1. Technical Field
The present invention relates to a robotic device, a method for controlling a robotic device, and a computer program.
2. Related Art
A robotic device having a multijoint structure is often used as a part of an IC handler or an assembling device and has been in heavy usage in a variety of industrial fields. Therefore, the speed and accuracy by which the robotic device can move an arm to a desired position has been a particularly important performance characteristic of such robotic devices.
In general, to move an arm quickly and accurately, it is preferable to reduce the inertial force acting on the arm and to prevent a load for a driving actuator from increasing. To reduce the inertial force acting on the arm, reducing the arm weight has been the most effective measure. However, the reduction of the arm weight results in a reduction in the rigidity of the arm. This causes a problem in that it becomes difficult to suppress vibrations of the arm when the arm stops. Even if a tip portion of the arm is stopped at a target position, a displacement corresponding to the amplitudes of the vibration of the arm itself is caused. Therefore, a subsequent action is not allowed to start until the vibration is sufficiently attenuated.

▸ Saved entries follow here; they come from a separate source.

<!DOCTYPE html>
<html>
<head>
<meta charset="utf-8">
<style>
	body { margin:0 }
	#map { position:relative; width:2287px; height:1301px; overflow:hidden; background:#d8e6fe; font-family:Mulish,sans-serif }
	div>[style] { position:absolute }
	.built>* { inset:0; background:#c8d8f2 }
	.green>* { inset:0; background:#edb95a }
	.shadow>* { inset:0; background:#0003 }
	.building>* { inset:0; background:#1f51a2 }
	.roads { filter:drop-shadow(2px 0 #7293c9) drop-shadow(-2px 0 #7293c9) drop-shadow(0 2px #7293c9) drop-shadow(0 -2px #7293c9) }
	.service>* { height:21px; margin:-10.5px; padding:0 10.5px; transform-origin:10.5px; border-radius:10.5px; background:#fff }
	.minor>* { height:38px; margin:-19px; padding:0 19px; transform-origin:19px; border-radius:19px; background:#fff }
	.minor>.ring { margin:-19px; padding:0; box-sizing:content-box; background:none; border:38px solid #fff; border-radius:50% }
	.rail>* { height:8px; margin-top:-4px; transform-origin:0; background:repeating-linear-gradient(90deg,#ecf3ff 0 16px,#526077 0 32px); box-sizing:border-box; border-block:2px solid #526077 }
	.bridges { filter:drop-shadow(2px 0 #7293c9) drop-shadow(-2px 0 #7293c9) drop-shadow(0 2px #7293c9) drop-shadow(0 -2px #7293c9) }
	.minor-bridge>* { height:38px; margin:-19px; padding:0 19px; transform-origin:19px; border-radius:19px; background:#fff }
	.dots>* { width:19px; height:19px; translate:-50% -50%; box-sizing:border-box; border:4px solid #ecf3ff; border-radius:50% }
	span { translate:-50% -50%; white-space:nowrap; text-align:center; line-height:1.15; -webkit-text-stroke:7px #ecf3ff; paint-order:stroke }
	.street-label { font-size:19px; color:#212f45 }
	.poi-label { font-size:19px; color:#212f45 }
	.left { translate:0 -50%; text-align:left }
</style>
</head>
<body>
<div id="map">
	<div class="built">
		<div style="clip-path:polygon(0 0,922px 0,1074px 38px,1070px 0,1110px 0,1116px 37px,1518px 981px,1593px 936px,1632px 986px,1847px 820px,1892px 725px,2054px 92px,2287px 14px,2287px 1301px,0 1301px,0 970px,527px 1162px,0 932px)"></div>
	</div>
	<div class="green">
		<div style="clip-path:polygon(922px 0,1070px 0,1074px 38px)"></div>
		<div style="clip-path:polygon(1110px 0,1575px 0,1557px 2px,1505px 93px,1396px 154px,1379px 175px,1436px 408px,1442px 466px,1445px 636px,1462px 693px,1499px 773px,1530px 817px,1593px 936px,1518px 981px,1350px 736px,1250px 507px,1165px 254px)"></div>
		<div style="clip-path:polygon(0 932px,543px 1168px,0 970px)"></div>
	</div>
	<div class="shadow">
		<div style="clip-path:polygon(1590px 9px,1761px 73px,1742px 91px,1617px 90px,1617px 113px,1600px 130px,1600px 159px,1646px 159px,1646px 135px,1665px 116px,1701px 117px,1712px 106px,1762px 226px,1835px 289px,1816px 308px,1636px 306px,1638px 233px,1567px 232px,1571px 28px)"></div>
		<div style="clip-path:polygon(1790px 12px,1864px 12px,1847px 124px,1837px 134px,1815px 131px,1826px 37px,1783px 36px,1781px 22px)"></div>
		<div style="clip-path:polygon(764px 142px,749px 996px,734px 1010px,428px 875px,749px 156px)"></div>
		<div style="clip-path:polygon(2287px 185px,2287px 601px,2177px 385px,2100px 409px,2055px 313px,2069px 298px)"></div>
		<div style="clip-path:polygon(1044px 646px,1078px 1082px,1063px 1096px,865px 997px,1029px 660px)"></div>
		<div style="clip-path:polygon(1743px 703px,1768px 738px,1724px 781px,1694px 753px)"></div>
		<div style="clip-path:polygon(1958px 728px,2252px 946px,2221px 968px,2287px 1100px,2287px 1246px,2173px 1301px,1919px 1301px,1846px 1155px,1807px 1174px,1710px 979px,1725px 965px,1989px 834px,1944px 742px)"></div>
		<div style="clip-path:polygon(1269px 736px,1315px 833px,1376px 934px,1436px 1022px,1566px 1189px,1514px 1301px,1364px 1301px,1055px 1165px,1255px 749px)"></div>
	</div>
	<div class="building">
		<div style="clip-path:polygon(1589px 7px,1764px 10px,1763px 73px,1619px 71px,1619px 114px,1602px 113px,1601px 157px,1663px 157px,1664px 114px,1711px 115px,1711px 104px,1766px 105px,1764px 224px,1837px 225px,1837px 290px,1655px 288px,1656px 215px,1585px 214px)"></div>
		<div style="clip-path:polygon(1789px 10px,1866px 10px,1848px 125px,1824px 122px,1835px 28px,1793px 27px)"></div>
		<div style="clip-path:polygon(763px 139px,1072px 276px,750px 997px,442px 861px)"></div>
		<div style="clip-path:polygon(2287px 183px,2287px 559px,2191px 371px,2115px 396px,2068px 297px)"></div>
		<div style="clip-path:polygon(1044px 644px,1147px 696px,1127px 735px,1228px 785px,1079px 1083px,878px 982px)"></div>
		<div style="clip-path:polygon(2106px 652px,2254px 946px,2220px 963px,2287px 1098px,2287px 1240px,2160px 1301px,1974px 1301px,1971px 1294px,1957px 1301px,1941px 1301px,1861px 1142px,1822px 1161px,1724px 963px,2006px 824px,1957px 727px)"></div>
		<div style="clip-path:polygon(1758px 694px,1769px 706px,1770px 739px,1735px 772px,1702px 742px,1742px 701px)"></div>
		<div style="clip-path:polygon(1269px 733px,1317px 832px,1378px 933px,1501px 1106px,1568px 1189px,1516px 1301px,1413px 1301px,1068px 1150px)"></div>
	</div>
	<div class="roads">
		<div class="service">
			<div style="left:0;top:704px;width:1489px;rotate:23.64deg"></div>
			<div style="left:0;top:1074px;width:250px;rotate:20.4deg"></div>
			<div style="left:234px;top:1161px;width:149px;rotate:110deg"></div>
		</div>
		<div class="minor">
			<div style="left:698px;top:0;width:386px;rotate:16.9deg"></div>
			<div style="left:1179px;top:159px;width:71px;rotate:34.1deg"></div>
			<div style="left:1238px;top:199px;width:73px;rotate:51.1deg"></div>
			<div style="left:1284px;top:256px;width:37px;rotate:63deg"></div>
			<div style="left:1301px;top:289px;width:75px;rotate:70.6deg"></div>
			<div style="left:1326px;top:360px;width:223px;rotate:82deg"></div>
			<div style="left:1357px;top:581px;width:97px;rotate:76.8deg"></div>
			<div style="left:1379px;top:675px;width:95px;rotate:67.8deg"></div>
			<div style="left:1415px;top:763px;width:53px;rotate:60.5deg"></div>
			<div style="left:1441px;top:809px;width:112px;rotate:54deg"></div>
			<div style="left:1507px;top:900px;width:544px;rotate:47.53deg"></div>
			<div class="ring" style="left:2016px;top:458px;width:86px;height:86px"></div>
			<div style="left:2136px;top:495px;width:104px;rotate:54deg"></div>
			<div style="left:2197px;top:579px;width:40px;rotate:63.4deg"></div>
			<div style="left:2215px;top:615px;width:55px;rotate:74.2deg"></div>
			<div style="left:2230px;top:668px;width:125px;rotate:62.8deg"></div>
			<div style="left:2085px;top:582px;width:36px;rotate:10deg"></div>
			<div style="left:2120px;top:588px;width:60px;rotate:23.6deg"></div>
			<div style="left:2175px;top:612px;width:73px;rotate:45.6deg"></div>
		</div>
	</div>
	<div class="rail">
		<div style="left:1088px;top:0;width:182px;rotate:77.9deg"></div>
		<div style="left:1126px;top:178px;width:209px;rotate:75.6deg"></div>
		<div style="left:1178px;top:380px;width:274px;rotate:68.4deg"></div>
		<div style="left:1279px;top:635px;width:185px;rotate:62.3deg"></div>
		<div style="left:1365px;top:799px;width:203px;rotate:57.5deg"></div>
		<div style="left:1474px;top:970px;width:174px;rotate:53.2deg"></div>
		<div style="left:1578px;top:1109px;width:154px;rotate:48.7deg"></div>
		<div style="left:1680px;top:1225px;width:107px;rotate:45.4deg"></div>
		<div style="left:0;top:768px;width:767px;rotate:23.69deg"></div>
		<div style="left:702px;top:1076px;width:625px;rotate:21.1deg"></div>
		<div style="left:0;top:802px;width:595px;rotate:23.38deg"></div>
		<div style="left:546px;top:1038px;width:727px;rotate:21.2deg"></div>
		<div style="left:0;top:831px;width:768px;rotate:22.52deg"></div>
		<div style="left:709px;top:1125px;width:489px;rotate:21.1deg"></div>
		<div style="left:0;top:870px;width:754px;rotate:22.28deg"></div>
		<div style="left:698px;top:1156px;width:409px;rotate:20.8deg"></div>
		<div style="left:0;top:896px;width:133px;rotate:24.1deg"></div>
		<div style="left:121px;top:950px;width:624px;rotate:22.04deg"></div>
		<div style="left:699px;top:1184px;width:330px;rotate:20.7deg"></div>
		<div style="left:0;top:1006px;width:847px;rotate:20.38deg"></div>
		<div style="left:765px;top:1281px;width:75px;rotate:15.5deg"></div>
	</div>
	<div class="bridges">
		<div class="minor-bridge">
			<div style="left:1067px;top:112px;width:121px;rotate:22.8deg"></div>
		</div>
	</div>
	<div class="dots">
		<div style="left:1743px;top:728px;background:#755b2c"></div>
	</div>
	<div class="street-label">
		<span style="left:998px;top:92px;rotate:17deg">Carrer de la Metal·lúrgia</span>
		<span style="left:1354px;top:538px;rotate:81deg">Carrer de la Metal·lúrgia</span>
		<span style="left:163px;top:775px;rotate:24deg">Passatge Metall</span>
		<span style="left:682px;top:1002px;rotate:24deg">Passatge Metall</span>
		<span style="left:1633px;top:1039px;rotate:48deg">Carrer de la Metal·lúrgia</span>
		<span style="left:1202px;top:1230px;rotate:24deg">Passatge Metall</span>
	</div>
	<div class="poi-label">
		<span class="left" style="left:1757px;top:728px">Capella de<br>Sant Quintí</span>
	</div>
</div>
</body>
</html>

To cope with this problem, there have been proposed, for example: a method for disposing an acceleration sensor at a tip of an arm to operate the arm based on an acceleration signal, thus suppressing vibrations (e.g., JP A 1-173116); and a method for disposing an angular velocity sensor at a tip of an arm and the arm itself to thereby control the arm operation based on the angular velocity signal (e.g., JP A 2005-242794).
However, since the control signal for suppressing the vibrations is generated using either the angular velocity sensor or the acceleration sensor in the above methods for controlling the robotic device, if an error such as bias drift is included in the sensor signal, an error is caused in the control signal. Thus, accurate control might fail to be achieved in some cases.
In the above JP A 2005-242794, for example, since two types of filters, namely a low-pass filter for eliminating a high-frequency component of the angle sensor and a high-pass filter for eliminating a low-frequency component of the angular velocity sensor, are used in order to reduce the influence of an error of each of the sensors, the amount of operations performed in a control device increases. Thus, there is a problem that too much time is consumed for processing, or costs are increased for an arithmetic device to increase processing speed.